[STUDY MATERIAL Boundary: Start]
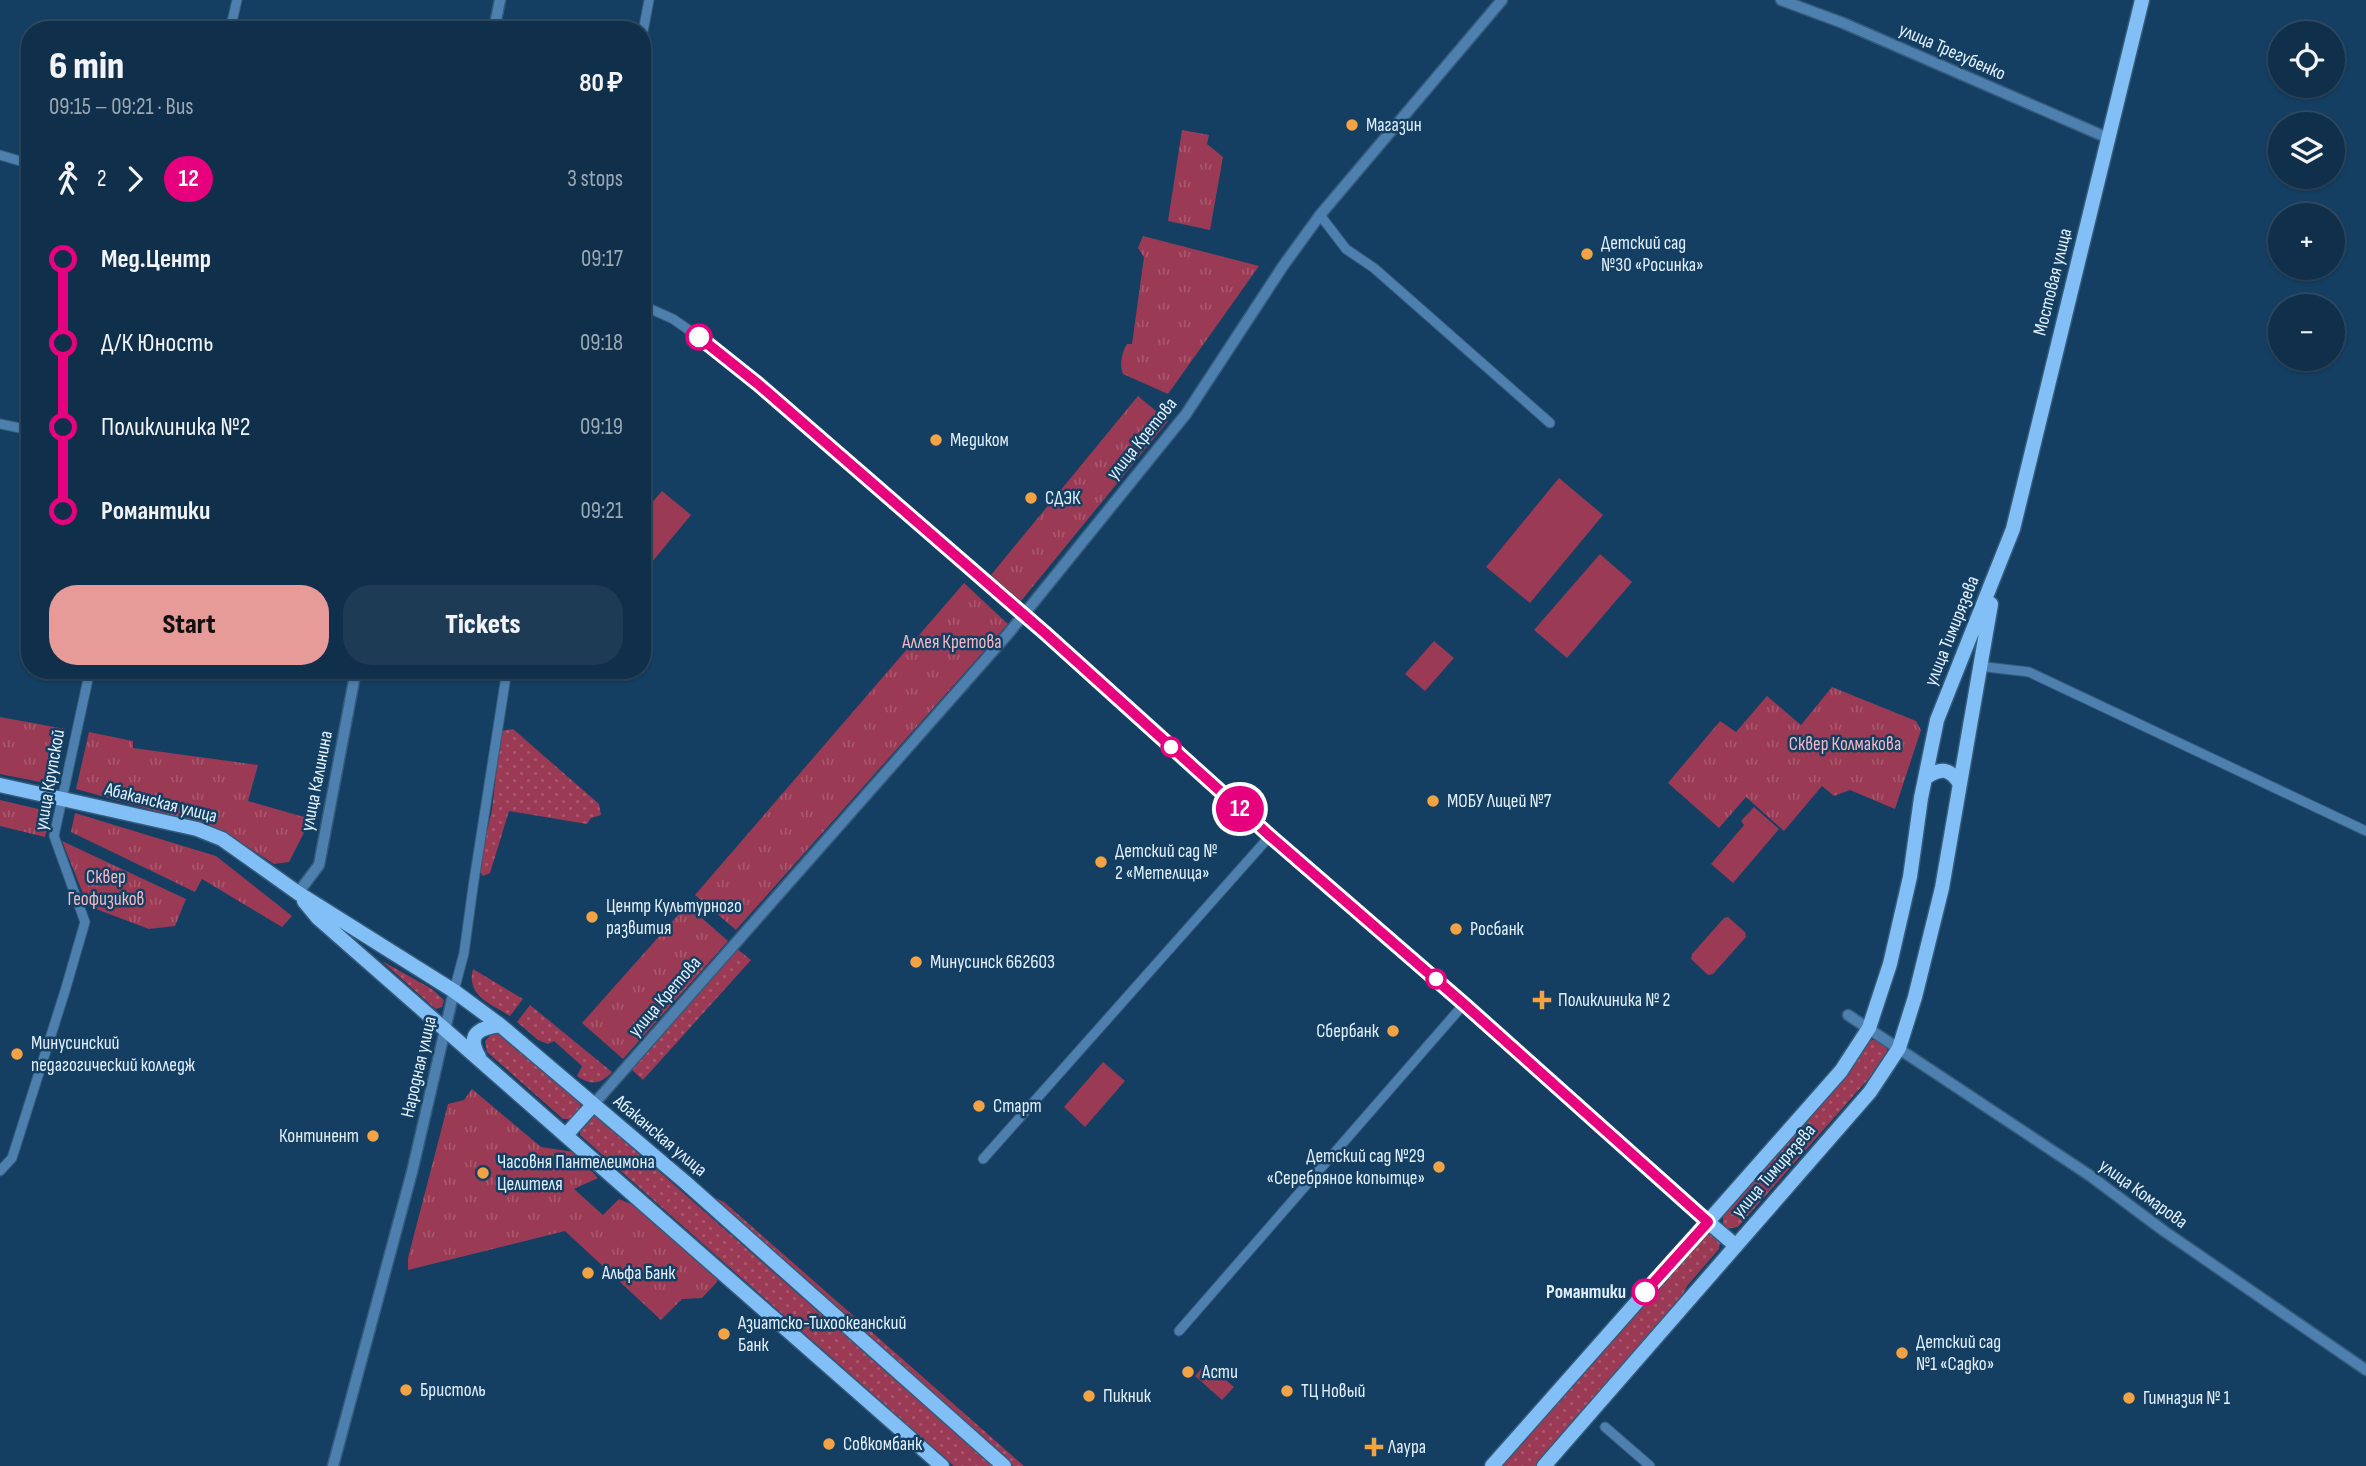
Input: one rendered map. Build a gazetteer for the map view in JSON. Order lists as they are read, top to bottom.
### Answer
{
  "streets": {
    "main road": ["Мостовая улица", "улица Тимирязева", "Абаканская улица"],
    "street": [
      "улица Трегубенко",
      "улица Кретова",
      "улица Крупской",
      "улица Калинина",
      "Народная улица",
      "улица Комарова"
    ]
  },
  "crossings": [
    ["улица Трегубенко", "Мостовая улица"],
    ["Мостовая улица", "улица Тимирязева"],
    ["улица Кретова", "Абаканская улица"],
    ["улица Тимирязева", "улица Комарова"],
    ["улица Крупской", "Абаканская улица"],
    ["улица Калинина", "Абаканская улица"],
    ["Абаканская улица", "Народная улица"]
  ],
  "parks": ["Аллея Кретова", "Сквер Колмакова", "Сквер Геофизиков"],
  "places": {
    "other": [
      "Магазин",
      "Детский сад №30 «Росинка»",
      "Медиком",
      "СДЭК",
      "МОБУ Лицей №7",
      "Детский сад № 2 «Метелица»",
      "Центр Культурного развития",
      "Росбанк",
      "Минусинск 662603",
      "Сбербанк",
      "Минусинский педагогический колледж",
      "Старт",
      "Континент",
      "Детский сад №29 «Серебряное копытце»",
      "Часовня Пантелеимона Целителя",
      "Альфа Банк",
      "Романтики",
      "Азиатско-Тихоокеанский Банк",
      "Детский сад №1 «Cадко»",
      "Асти",
      "Бристоль",
      "ТЦ Новый",
      "Пикник",
      "Гимназия № 1",
      "Совкомбанк"
    ],
    "health": ["Поликлиника № 2", "Лаура"]
  },
  "lines": ["bus line 12"],
  "page": {
    "on_map": "12",
    "map_buttons": ["+", "−"],
    "heading": ["6 min", "09:15 – 09:21 · Bus", "80 ₽"],
    "legs": ["2", "12", "3 stops"],
    "list": [
      {
        "name": "Мед.Центр",
        "value": "09:17"
      },
      {
        "name": "Д/К Юность",
        "value": "09:18"
      },
      {
        "name": "Поликлиника №2",
        "value": "09:19"
      },
      {
        "name": "Романтики",
        "value": "09:21"
      }
    ],
    "buttons": ["Start", "Tickets"]
  }
}
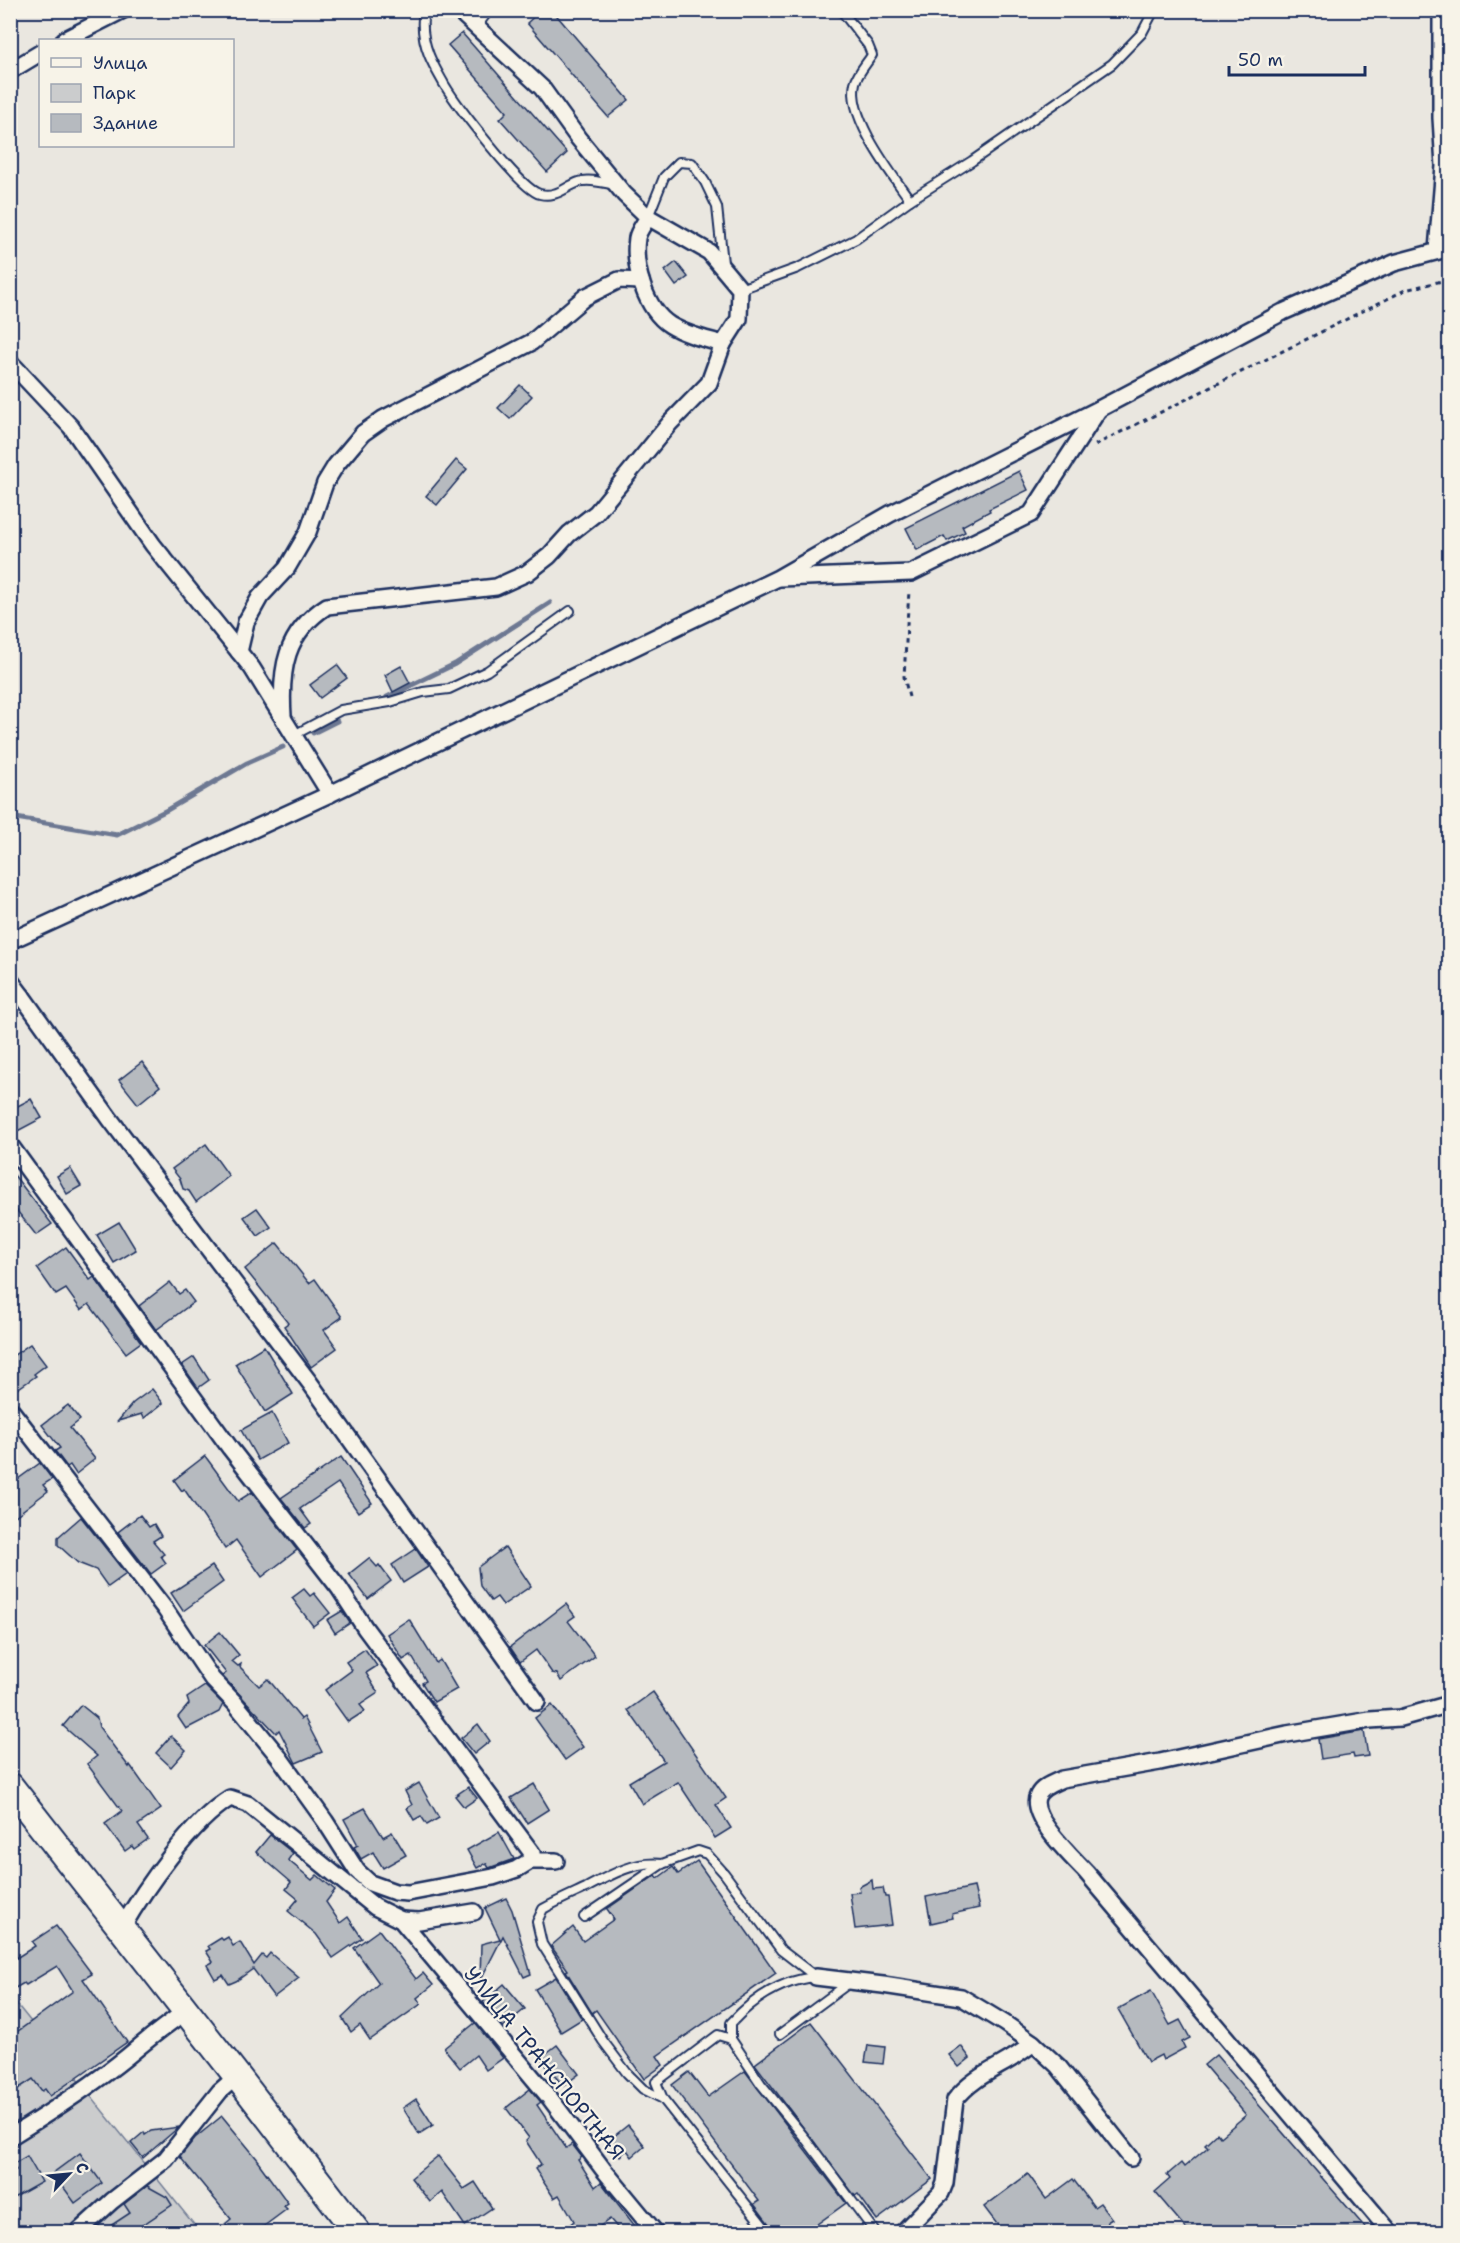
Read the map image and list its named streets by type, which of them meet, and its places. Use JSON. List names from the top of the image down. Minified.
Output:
{"streets":{"street":["УЛИЦА ТРАНСПОРТНАЯ"]},"legend":["Улица","Парк","Здание"],"scale_bar":"50 m","north":"top right"}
[STUDY MATERIAL Boundary: End]
WHAT THE TASK REQUIRES.
Without any of the pictures, repeat the entries above word for word.

EXPECTED OUTPUT.
Input: one rendered map. Build a gazetteer for the map view in JSON. Order lists as they are read, top to bottom.
### Answer
{
  "streets": {
    "main road": ["Мостовая улица", "улица Тимирязева", "Абаканская улица"],
    "street": [
      "улица Трегубенко",
      "улица Кретова",
      "улица Крупской",
      "улица Калинина",
      "Народная улица",
      "улица Комарова"
    ]
  },
  "crossings": [
    ["улица Трегубенко", "Мостовая улица"],
    ["Мостовая улица", "улица Тимирязева"],
    ["улица Кретова", "Абаканская улица"],
    ["улица Тимирязева", "улица Комарова"],
    ["улица Крупской", "Абаканская улица"],
    ["улица Калинина", "Абаканская улица"],
    ["Абаканская улица", "Народная улица"]
  ],
  "parks": ["Аллея Кретова", "Сквер Колмакова", "Сквер Геофизиков"],
  "places": {
    "other": [
      "Магазин",
      "Детский сад №30 «Росинка»",
      "Медиком",
      "СДЭК",
      "МОБУ Лицей №7",
      "Детский сад № 2 «Метелица»",
      "Центр Культурного развития",
      "Росбанк",
      "Минусинск 662603",
      "Сбербанк",
      "Минусинский педагогический колледж",
      "Старт",
      "Континент",
      "Детский сад №29 «Серебряное копытце»",
      "Часовня Пантелеимона Целителя",
      "Альфа Банк",
      "Романтики",
      "Азиатско-Тихоокеанский Банк",
      "Детский сад №1 «Cадко»",
      "Асти",
      "Бристоль",
      "ТЦ Новый",
      "Пикник",
      "Гимназия № 1",
      "Совкомбанк"
    ],
    "health": ["Поликлиника № 2", "Лаура"]
  },
  "lines": ["bus line 12"],
  "page": {
    "on_map": "12",
    "map_buttons": ["+", "−"],
    "heading": ["6 min", "09:15 – 09:21 · Bus", "80 ₽"],
    "legs": ["2", "12", "3 stops"],
    "list": [
      {
        "name": "Мед.Центр",
        "value": "09:17"
      },
      {
        "name": "Д/К Юность",
        "value": "09:18"
      },
      {
        "name": "Поликлиника №2",
        "value": "09:19"
      },
      {
        "name": "Романтики",
        "value": "09:21"
      }
    ],
    "buttons": ["Start", "Tickets"]
  }
}
Read the map image and list its named streets by type, which of them meet, and its places. Use JSON. List names from the top of the image down. Minified.
Output:
{"streets":{"street":["УЛИЦА ТРАНСПОРТНАЯ"]},"legend":["Улица","Парк","Здание"],"scale_bar":"50 m","north":"top right"}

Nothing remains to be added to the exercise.